TRY IT: Output only the lines that run from the line holding "For a GIS import: Transcribe" to the end of the data below, including both ends, without any pictures.
--- SUPPLIED ENTRIES Enclosed Below ---
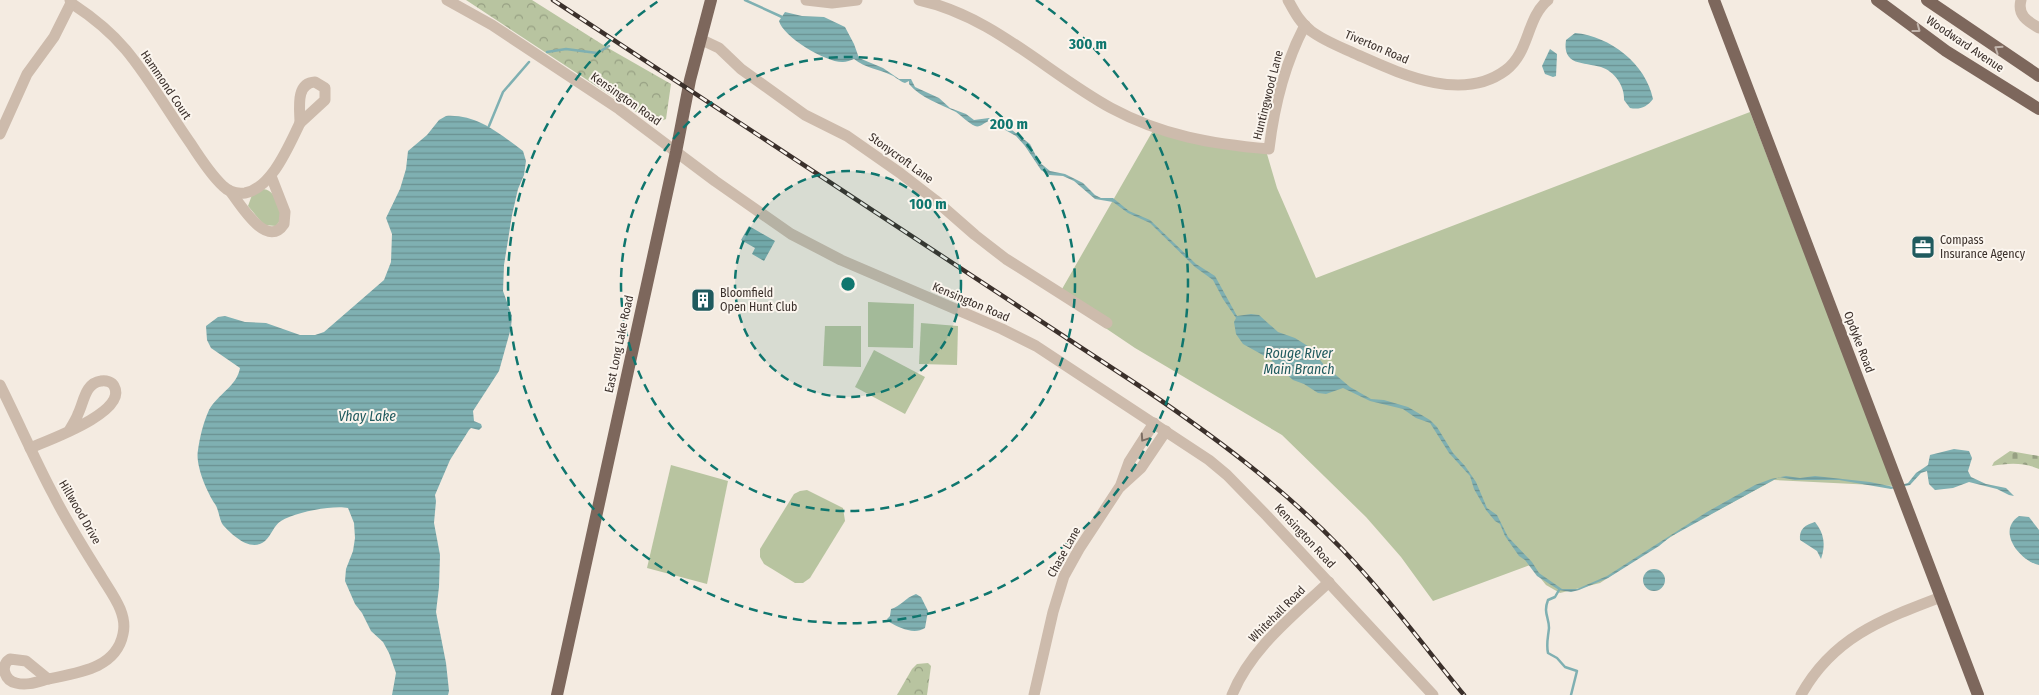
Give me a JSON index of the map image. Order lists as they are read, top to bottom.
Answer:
{
  "streets": {
    "main road": ["Woodward Avenue", "Opdyke Road", "East Long Lake Road"],
    "street": [
      "Tiverton Road",
      "Hammond Court",
      "Huntingwood Lane",
      "Kensington Road",
      "Stonycroft Lane",
      "Hillwood Drive",
      "Chase Lane",
      "Whitehall Road"
    ]
  },
  "crossings": [
    ["Tiverton Road", "Huntingwood Lane"],
    ["Kensington Road", "East Long Lake Road"],
    ["Kensington Road", "Chase Lane"],
    ["Kensington Road", "Whitehall Road"],
    ["Stonycroft Lane", "East Long Lake Road"]
  ],
  "water": ["Rouge River Main Branch", "Vhay Lake"],
  "places": {
    "office": ["Compass Insurance Agency"],
    "building": ["Bloomfield Open Hunt Club"]
  },
  "rings": ["300 m", "200 m", "100 m"]
}
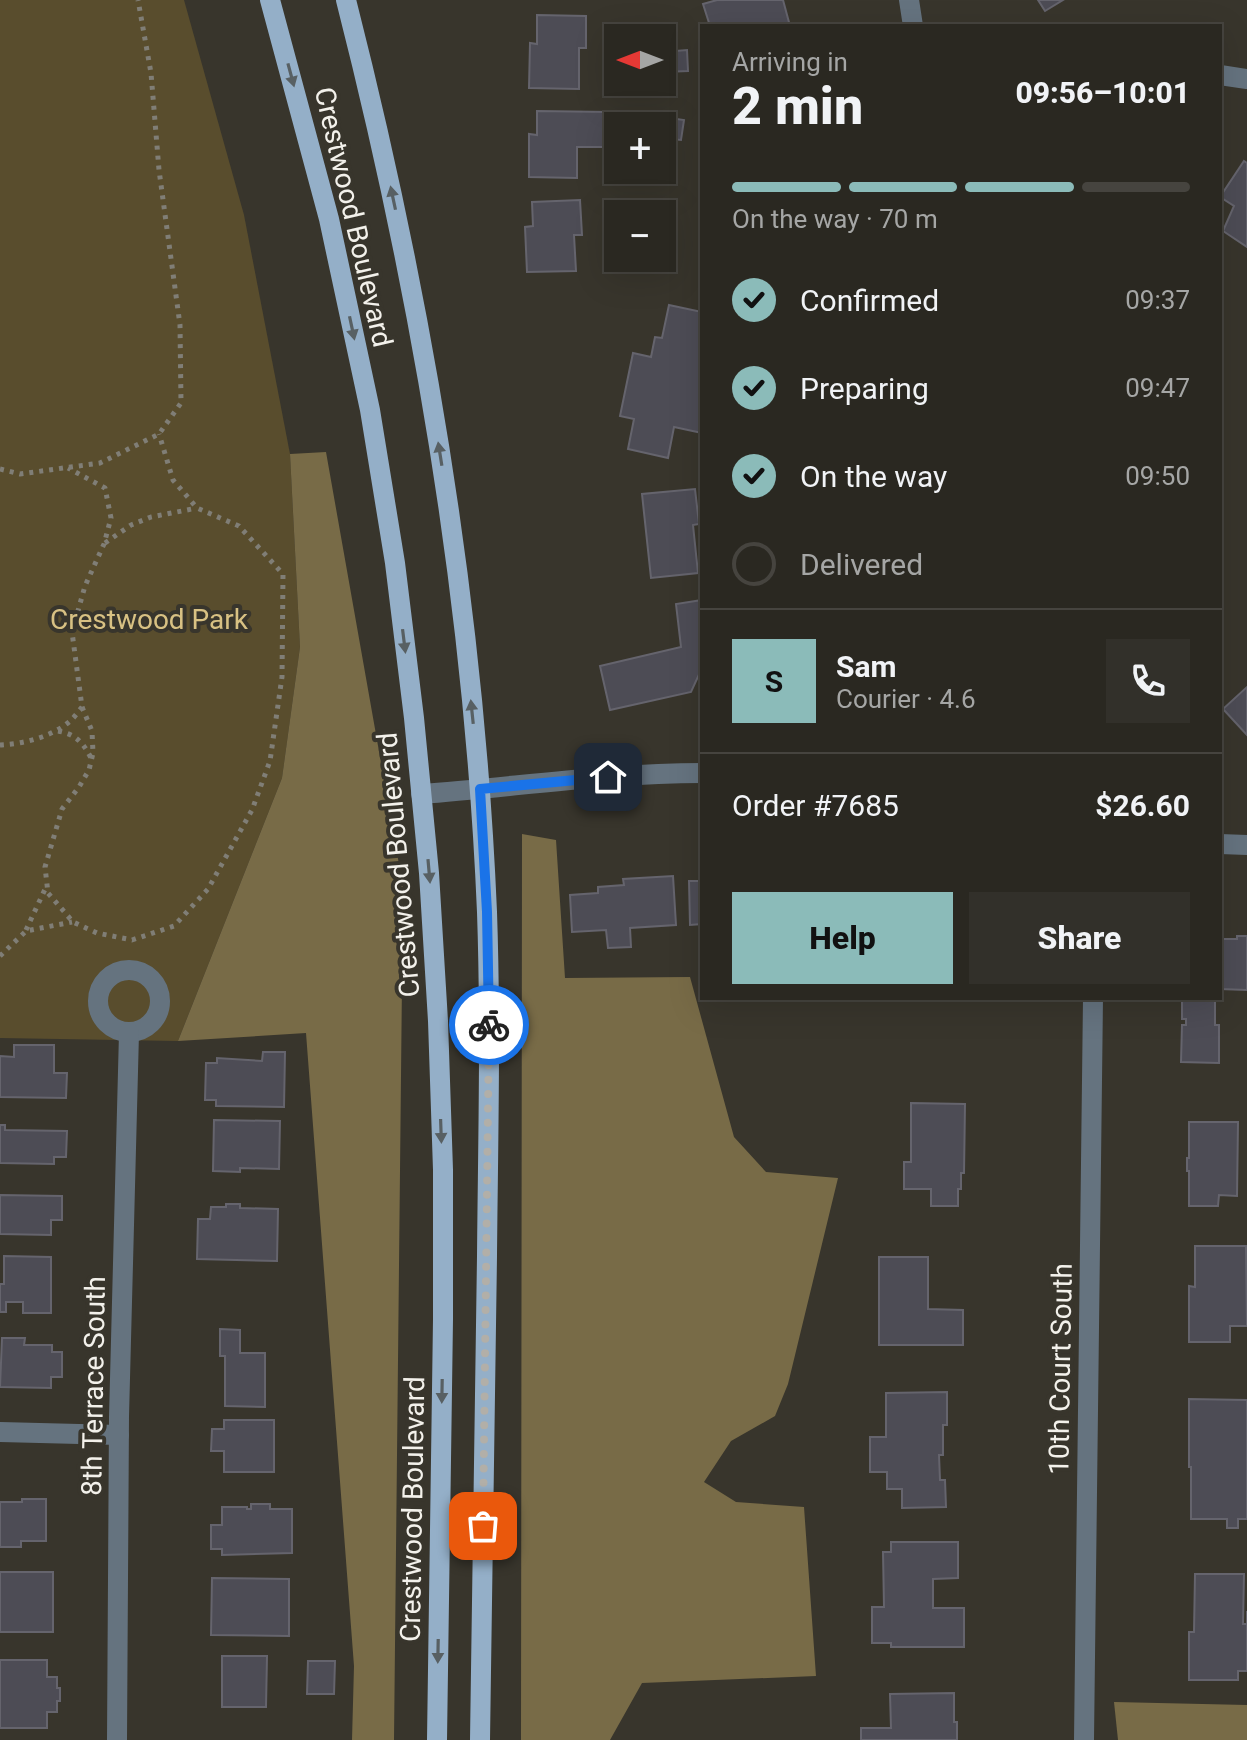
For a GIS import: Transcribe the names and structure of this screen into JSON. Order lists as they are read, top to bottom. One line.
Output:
{"streets":{"main road":["Crestwood Boulevard"],"street":["10th Court South","8th Terrace South"]},"parks":["Crestwood Park"],"north":"left","page":{"map_buttons":["+","−"],"heading":["2 min","Arriving in","09:56–10:01"],"panel":["Sam","Courier · 4.6","Order #7685","$26.60"],"bar":"On the way · 70 m","list":[["Confirmed","09:37"],["Preparing","09:47"],["On the way","09:50"],"Delivered"],"round":"S","buttons":["Help","Share"]}}
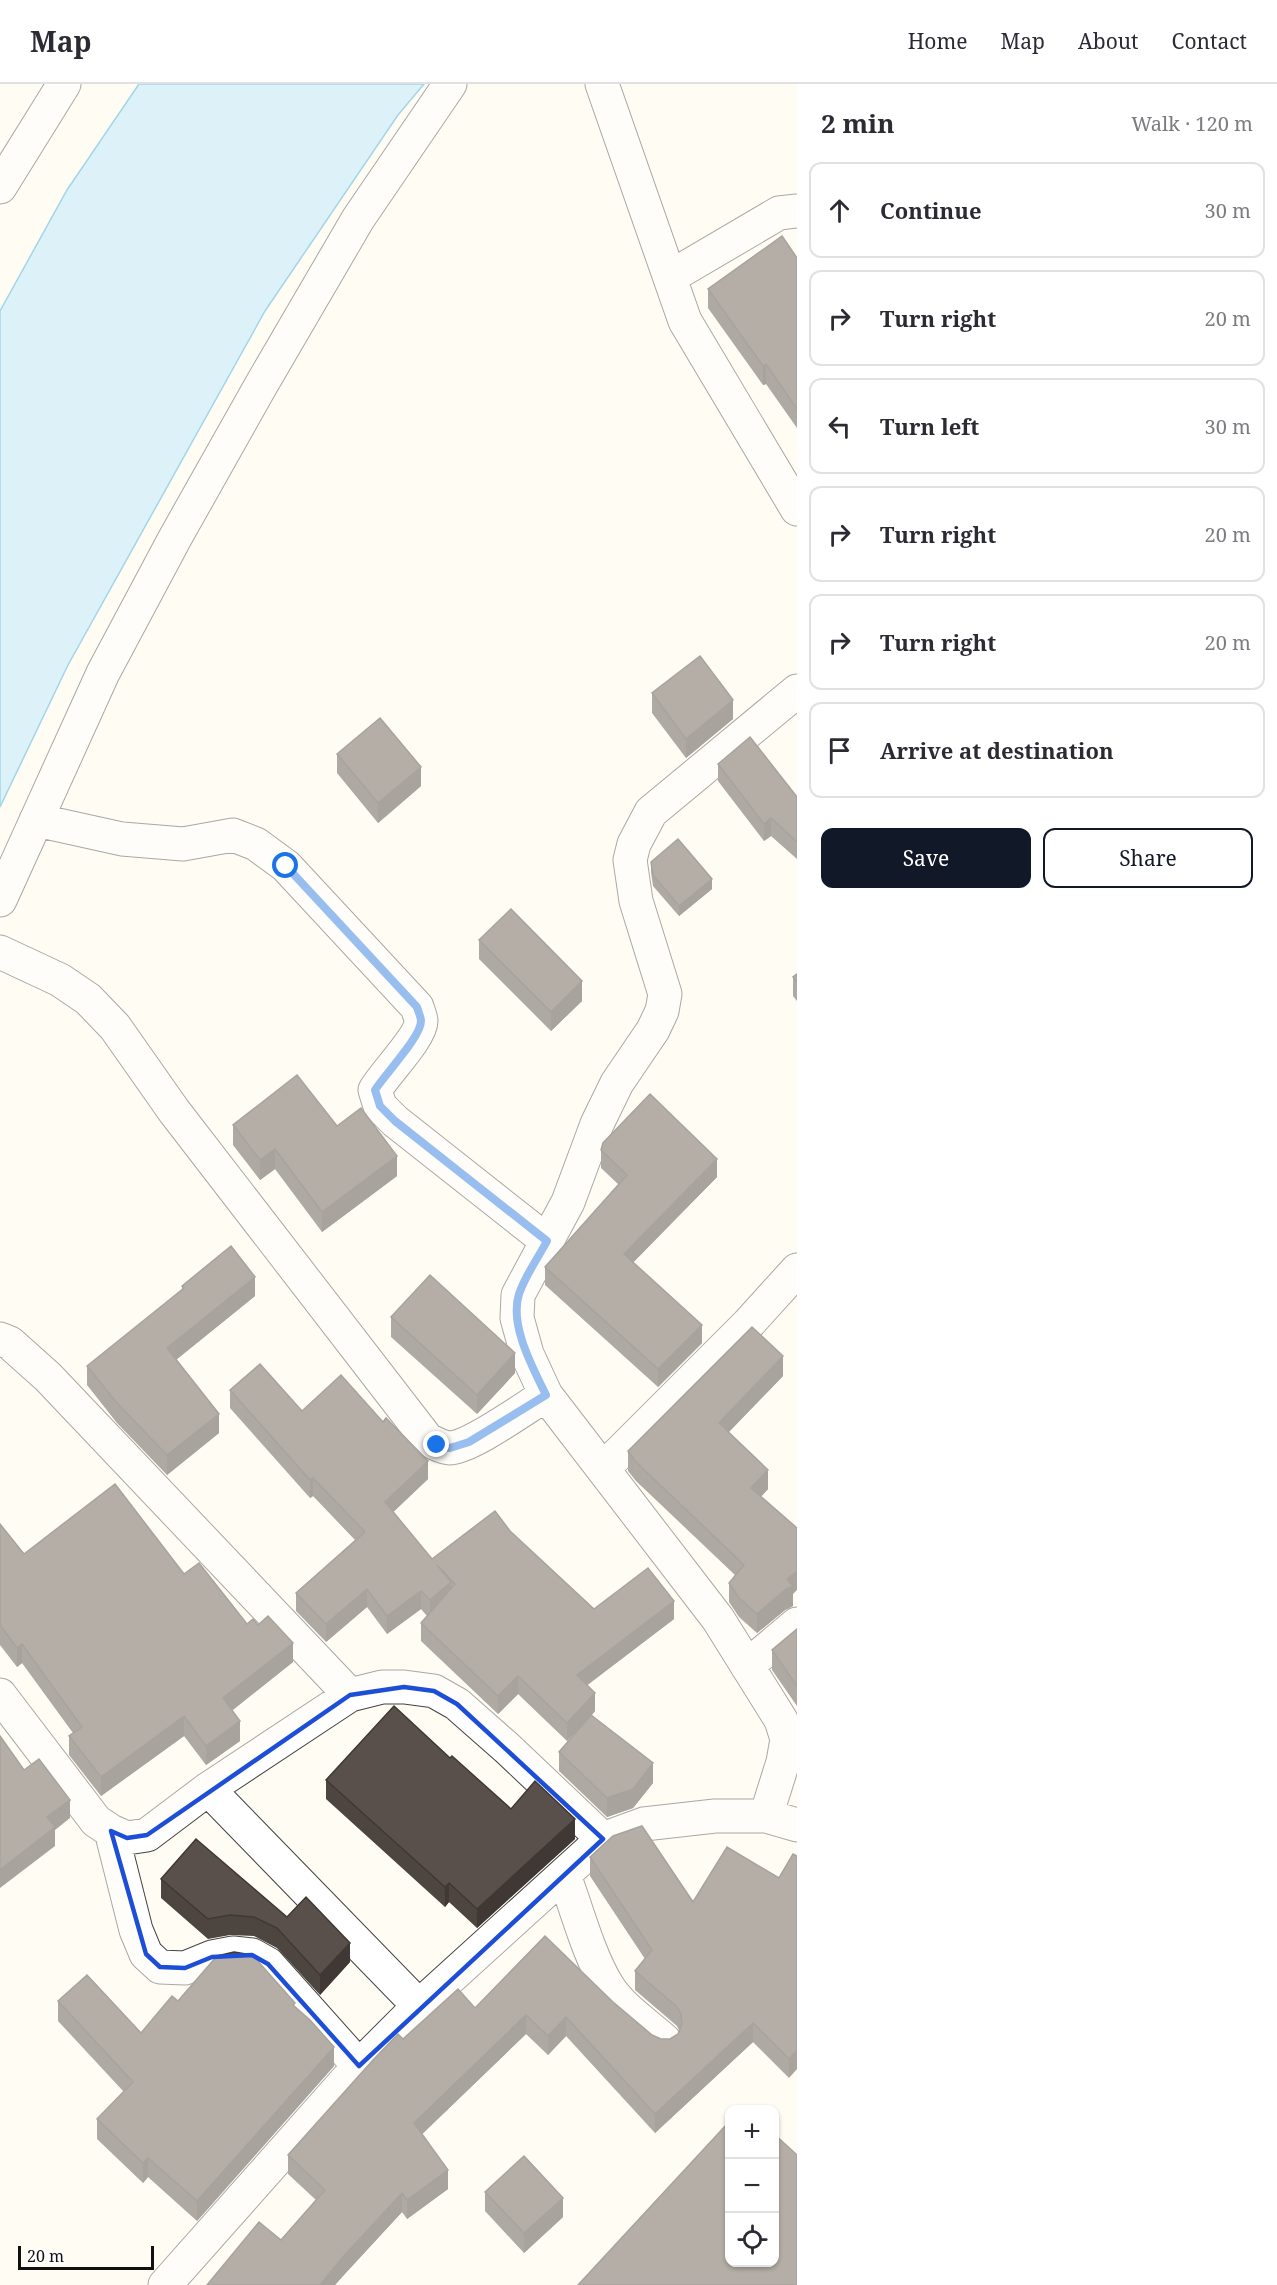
--- End of Enclosed SUPPLIED ENTRIES ---
REPLY TO THE EXERCISE:
For a GIS import: Transcribe the names and structure of this screen into JSON. Order lists as they are read, top to bottom. One line.
Output:
{"streets":{"main road":["Crestwood Boulevard"],"street":["10th Court South","8th Terrace South"]},"parks":["Crestwood Park"],"north":"left","page":{"map_buttons":["+","−"],"heading":["2 min","Arriving in","09:56–10:01"],"panel":["Sam","Courier · 4.6","Order #7685","$26.60"],"bar":"On the way · 70 m","list":[["Confirmed","09:37"],["Preparing","09:47"],["On the way","09:50"],"Delivered"],"round":"S","buttons":["Help","Share"]}}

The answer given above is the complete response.